El pequeño Hans tenía muchos amigos, pero el más cercano a él era el gran Hugo, el molinero. Realmente, el rico molinero era tan íntimo del pequeño Hans, que no visitaba jamás su jardín sin inclinarse sobre los macizos y tomar un gran ramo de flores o un buen puñado de lechugas suculentas o sin llenarse los bolsillos de ciruelas y de cerezas, según la estación.- Los amigos verdaderos lo comparten todo- solía decir el molinero.

Y el pequeño Hans asentía con la cabeza, sonriente, sintiéndose orgulloso de tener un amigo con tan nobles pensamientos.

Algunas veces, no obstante, al vecindario le resultaba raro que el rico molinero no diese nunca nada en cambio al pequeño Hans, aunque dispusiera de cien sacos de harina almacenados en su molino, seis vacas lecheras y una gran cantidad de ganado lanar; pero Hans no pensó jamás en semejante cosa.

Nada le gustaba tanto como oír las bellas cosas que el molinero acostumbraba decir sobre la solidaridad de los verdaderos amigos.

Así, pues, el pequeño Hans cultivaba su jardín. En primavera, en verano y en otoño, sentíase muy feliz; pero cuando llegaba el invierno y no tenía ni frutos ni flores que llevar al mercado, sufría mucho frío y mucha hambre, acostándose con frecuencia sin haber comido más que unas peras secas y algunas nueces rancias.

Además, en invierno, hallábase muy solo, porque el molinero no iba jamás a visitarle en aquella estación.

-No está bien que visite al pequeño Hans mientras duren las nieves- decía con frecuencia el molinero a su mujer-. Cuando las personas pasan apuros hay que dejarlas solas y no mortificarlas con visitas.

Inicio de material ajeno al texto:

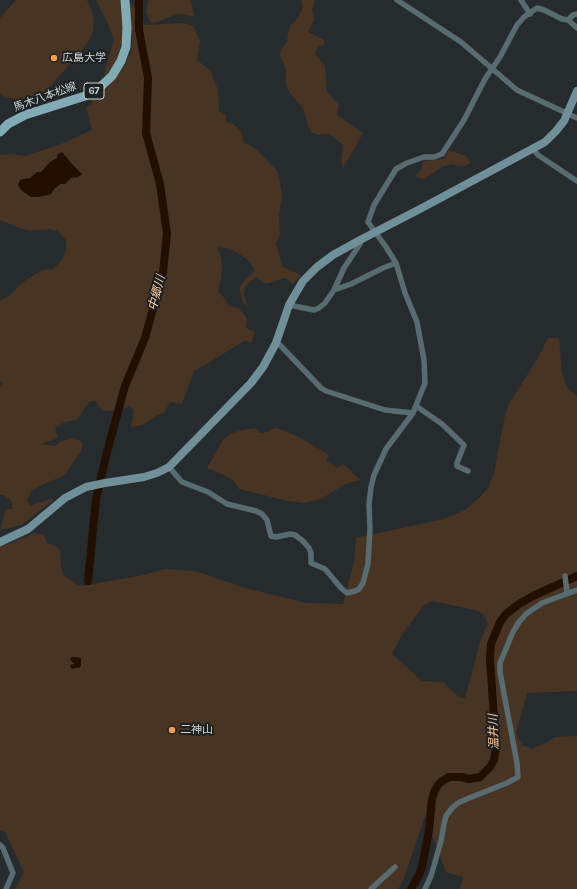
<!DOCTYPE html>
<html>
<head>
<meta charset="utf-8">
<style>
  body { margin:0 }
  canvas { display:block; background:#262b2d }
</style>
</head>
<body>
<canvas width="577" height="889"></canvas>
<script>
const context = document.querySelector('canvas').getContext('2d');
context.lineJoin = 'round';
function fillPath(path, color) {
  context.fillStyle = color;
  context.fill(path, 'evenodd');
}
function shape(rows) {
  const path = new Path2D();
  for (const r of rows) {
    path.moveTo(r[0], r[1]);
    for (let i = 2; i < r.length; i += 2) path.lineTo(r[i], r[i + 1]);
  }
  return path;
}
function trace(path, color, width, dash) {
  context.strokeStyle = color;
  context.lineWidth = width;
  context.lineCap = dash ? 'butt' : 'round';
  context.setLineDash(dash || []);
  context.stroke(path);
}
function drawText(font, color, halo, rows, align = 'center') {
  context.font = font + ' Karla,"Noto Sans JP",sans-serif';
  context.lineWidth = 4;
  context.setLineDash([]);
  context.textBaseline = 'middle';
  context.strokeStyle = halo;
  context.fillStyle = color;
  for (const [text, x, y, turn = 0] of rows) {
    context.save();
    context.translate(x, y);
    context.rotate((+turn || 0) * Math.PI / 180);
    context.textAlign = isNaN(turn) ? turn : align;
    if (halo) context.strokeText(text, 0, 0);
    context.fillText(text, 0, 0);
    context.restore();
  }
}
const green = shape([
  [16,0,87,0,92,11,94,21,93,31,90,39,85,46,49,88,44,92,36,97,20,100,3,96,0,94,0,18],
  [96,0,121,0,123,14,123,37,117,60,107,76,104,74,114,40,109,26],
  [148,0,191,0,194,16,177,14,158,22,151,23,146,12],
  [301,0,315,0,312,9,314,20,308,32,324,40,325,44,318,47,315,54,325,66,327,92,339,105,337,115,363,133,343,168,341,161,343,145,329,134,319,135,312,133,308,126,303,108,289,92,286,85,286,68,280,56,281,49,287,42,288,34,290,26,298,17,303,7],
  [131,2,145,25,183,23,193,26,200,41,197,60,210,70,218,90,219,111,226,115,226,122,233,124,241,131,244,142,258,151,277,171,280,183,282,194,279,216,280,234,276,244,283,267,301,275,293,284,285,278,266,284,256,277,245,287,244,296,248,307,243,303,240,291,241,284,255,270,249,261,241,255,231,249,219,247,217,250,221,257,222,265,221,278,218,291,225,299,229,306,239,308,247,319,246,328,255,332,251,343,245,340,220,356,194,371,182,404,170,402,164,413,156,416,142,425,131,427,134,410,129,406,122,410,104,411,99,407,96,401,90,401,85,407,77,420,65,422,55,428,58,438,42,444,56,446,61,441,75,438,83,443,81,451,75,459,69,469,63,476,44,484,31,491,27,501,30,506,53,498,52,501,21,525,0,530,6,509,13,509,11,500,3,495,0,495,0,386,3,383,0,380,0,301,10,295,26,280,42,270,53,269,62,260,66,250,66,240,58,231,50,229,29,231,17,227,0,220,0,155,9,154,26,156,61,144,92,130,86,107,93,104,90,99,105,90,116,77,125,64,131,52,132,39,128,10],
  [57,158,72,164,82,174,78,177,71,178,65,184,61,184,54,189,51,194,31,197,21,190,20,180,30,178,41,172,50,162],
  [449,150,466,156,471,163,465,166,459,166,452,164,444,166,424,179,415,176,421,170,423,161,443,159],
  [548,338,559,338,562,373,567,387,577,396,577,691,527,693,516,733,522,745,532,749,546,743,555,737,577,736,577,889,460,889,463,877,446,872,425,816,403,881,398,889,15,889,24,872,5,832,0,830,0,546,9,544,34,533,44,535,47,543,56,546,60,551,61,566,63,574,75,584,83,586,143,575,165,569,195,571,245,588,307,603,343,604,354,562,356,538,444,519,465,510,480,497,488,488,494,473,505,415,510,402,538,358],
  [433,601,479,611,484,615,488,624,481,639,465,698,459,697,443,682,422,681,392,654,403,633,424,605],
  [255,428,260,433,268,432,275,428,286,431,301,438,329,455,326,461,337,468,344,464,360,480,345,484,321,499,304,503,288,501,239,489,234,481,226,476,207,468,223,440,230,434,242,430]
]);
const water = shape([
  [62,152,72,164,82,174,78,177,71,178,65,184,60,184,54,189,51,194,39,197,31,197,21,190,18,185,20,180,30,178,37,172,41,172,50,162,57,158,57,155],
  [72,657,76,657,81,658,81,666,79,668,75,668,73,669,71,668,70,665,74,664,70,659]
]);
const river = shape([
  [88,581,96,499,107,452,125,386,145,338,163,272,167,234,160,184,146,133,148,78,139,30,139,0],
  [411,889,419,875,422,867,429,830,432,799,435,790,438,785,441,782,449,777,461,777,469,779,480,777,490,767,494,760,496,748,490,659,491,644,500,622,506,614,519,604,533,596,577,576]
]);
const street = shape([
  [397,0,461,42,517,90,577,118],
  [521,0,530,14],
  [568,20,577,28],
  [533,149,538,155,577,181],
  [334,290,344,268,360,244,360,240],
  [289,305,314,310,319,308,325,303,334,290,351,284,383,268,396,263],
  [276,343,279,344,321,388,326,391,385,410,413,413],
  [416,406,442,424,464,445,457,463,457,466,468,471],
  [169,467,182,482,208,492,227,504,256,511,262,514,267,520,271,536,276,537,290,534,295,535,303,541,309,548,311,553,311,563,325,569,341,588,347,593,355,591,359,589,363,583,368,564,370,529,369,504,371,487,374,475,386,449,413,413,425,383,424,360,417,322,405,293,396,263,386,247,368,222,374,205,396,169,407,163,424,157,434,157,442,154,464,120,485,79,500,57,517,25,524,17,537,8,544,10,562,19,568,20,573,15,577,14],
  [565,576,567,593],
  [0,845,3,848,13,873,6,889],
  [371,889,395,867],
  [425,889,431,876,441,841,444,824,446,816,452,808,458,803,469,798,507,783,518,777,517,763,500,672,500,663,513,632,519,622,526,614,542,603,577,590]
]);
const secondary = shape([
  [0,542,28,529,65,498,86,487,105,483,144,477,157,473,169,467,251,383,263,367,276,343,289,305,293,298,303,281,317,267,333,255,360,240,420,209,545,142,556,131,564,121,577,91]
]);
const primary = shape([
  [0,132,8,124,25,115,85,96,99,88,112,76,121,61,126,47,127,27,125,0]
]);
const markers = [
  [54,58,4,"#f8a14a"],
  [172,730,4,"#f8a14a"]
];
const shields = [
  [94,91,20]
];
const shieldNames = [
  ["67",94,91]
];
const poiNames = [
  ["広島大学",62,58],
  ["二神山",180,730]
];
const streetNames = [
  ["馬木八本松線",45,97,-20]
];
const waterNames = [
  ["中郷川",157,293,-75],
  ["温井川",494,732,-92]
];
fillPath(green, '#483423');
fillPath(water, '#220f00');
trace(river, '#220f00', 8);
trace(street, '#576c70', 5.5);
trace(secondary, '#6f9098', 8);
trace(primary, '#81acb6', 9);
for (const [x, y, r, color] of markers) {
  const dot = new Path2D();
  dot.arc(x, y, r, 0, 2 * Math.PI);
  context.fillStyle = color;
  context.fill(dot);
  trace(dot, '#1c2223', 1.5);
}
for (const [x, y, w] of shields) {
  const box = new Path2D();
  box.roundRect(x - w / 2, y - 8, w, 16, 3);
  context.fillStyle = '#1c2223';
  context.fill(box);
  trace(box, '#ced2d3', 1);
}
drawText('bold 10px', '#ced2d3', null, shieldNames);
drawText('11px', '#ced2d3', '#1c2223', poiNames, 'left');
drawText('11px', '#ced2d3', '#1c2223', streetNames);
drawText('italic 12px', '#fdc798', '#1c2223', waterNames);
</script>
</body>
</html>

Ésa es por lo menos mi opinión sobre la amistad, y estoy seguro de que es atinada. Por eso esperaré la primavera y entonces iré a verle; podrá darme un gran cesto de velloritas y eso le pondrá contento.

-Eres realmente solícito con los demás- le comentaba su mujer, sentada en un cómodo sillón al lado de un buen fuego de leña-. Es un verdadero placer oírte hablar de la amistad. Tengo la seguridad de que el cura no diría sobre ella tan bellas cosas como tú, aunque tenga una casa de tres pisos y lleve un anillo de oro en el meñique.

-¿Y no podríamos decir al pequeño Hans que venga aquí?- preguntaba el hijo del molinero-. Si el pobre Hans está en apuros, le daré la mitad de mi sopa y le mostraré mis conejos blancos.